The Fathers and theologians, with the exception of Origen, Cajetan, and a few others, are almost unanimous in their interpretation of the teaching of the Bible on the formation of the bodies of our first parents.[1368]

Confirmation of reason. Between man and the animals close to him, such as the ape, we find essential differences not only with respect to the soul but also with respect to the body. Beings that are essentially so diverse cannot come from the same parent.[1369] Physically, the apes are equipped with four hands (quadrumanual), whereas man has only two, and because of this men and apes do not walk in the same way. We also find a great difference in the facial angle of men and apes; similarly the brain is differently evolved in man and ape. Man enjoys the faculty of speech for the clear and distinct expression not only of sensations and emotions but also of ideas and judgments; the ape lacks this faculty. Above all things, man alone of all animals possesses reason, he knows necessary and universal principles, the ideas of being, truth, goodness, justice, moral beauty, religion, and holiness, which are manifestly above the senses. Animals know only the individual and they are incapable of intellectual, moral, and religious life.
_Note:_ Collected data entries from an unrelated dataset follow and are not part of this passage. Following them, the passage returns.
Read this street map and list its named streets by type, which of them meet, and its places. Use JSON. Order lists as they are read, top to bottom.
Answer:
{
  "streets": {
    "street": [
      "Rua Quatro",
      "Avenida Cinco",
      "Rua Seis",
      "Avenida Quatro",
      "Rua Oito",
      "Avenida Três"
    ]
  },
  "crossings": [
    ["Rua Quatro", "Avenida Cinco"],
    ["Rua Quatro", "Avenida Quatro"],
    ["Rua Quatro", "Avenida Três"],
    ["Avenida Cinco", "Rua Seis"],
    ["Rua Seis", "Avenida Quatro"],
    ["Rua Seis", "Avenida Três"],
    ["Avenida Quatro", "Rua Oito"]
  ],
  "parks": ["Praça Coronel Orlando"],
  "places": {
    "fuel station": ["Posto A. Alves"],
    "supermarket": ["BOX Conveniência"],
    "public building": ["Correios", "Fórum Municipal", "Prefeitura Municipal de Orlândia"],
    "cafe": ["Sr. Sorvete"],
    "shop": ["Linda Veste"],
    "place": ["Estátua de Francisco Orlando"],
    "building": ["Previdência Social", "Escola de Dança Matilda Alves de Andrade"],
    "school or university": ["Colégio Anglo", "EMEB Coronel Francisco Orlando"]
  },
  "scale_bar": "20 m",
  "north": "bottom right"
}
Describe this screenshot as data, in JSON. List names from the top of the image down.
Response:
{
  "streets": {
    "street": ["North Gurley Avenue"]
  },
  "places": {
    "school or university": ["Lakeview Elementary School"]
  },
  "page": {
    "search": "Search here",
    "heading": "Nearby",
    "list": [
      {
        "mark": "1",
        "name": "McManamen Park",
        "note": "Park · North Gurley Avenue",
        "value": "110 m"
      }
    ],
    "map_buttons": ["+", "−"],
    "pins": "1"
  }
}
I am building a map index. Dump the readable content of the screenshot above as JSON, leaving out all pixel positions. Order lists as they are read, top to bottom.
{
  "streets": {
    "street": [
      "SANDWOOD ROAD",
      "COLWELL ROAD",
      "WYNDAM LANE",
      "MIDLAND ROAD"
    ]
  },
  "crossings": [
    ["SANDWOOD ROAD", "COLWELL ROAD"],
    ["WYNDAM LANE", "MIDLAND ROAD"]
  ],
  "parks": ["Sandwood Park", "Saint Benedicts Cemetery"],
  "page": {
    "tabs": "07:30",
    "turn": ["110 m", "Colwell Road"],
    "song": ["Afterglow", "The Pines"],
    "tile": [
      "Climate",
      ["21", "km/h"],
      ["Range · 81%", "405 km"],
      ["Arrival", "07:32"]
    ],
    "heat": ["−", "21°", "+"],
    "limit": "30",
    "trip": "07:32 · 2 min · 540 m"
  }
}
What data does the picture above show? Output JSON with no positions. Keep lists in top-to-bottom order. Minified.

For these reasons many transformists today admit that man did not come from the ape, but that both descended from some remote common parent. Such a common parent, however, left no trace in the geological strata.

It does not seem absolutely repugnant that God should infuse into an animal organism the power by which it might gradually be changed into the human organism. But that is a purely gratuitous hypothesis, destitute of any basis in fact, and contrary to the literal sense of the biblical narrative.[1370]

St. Thomas shows that the human body was produced directly by God and admirably equipped to serve the rational soul and its operations, that is, the human body is excellently equipped for sensitive life, which in turn serves the intellectual life.[1371] Although man lacks horns, claws, and the furry covering of the animal, he has in their stead reason and hands. So also man's posture is erect with face uplifted to consider all things; the animal is inclined to the earth as if its only concern were the quest for food.

St. Thomas also points out why man is said "to be made to the image of God."[1372] Man is the true image of God by reason of his intellectual nature. He was made by God Himself in the image of God's intellectual life and thus he is able to know and love God as God knows and loves Himself. This image is, of course, imperfect; only the Son of God is the perfect image of the eternal Father. Properly speaking, irrational creatures are not made to the image of God, for although they resemble God in their being or in living, they are not like God in intellection. More perfectly than man, the angels are images of God.

God's image can be seen in man in three ways: 1. inasmuch as man possesses the ability to know God; 2. inasmuch as man knows and loves God supernaturally by faith and charity; 3. inasmuch as man perfectly knows and loves God in the light of glory and in the charity of heaven.

When some of the Fathers say that the image of God is destroyed is man by sin, they are referring to the image that was produced in the re-creation of grace.

Lastly, man is an image of God even with regard to the Trinity of persons, inasmuch as man in understanding himself produces a word and by loving himself produces love, and this image is enhanced in man when by knowing God he produces a word and by loving this word produces love.[1373]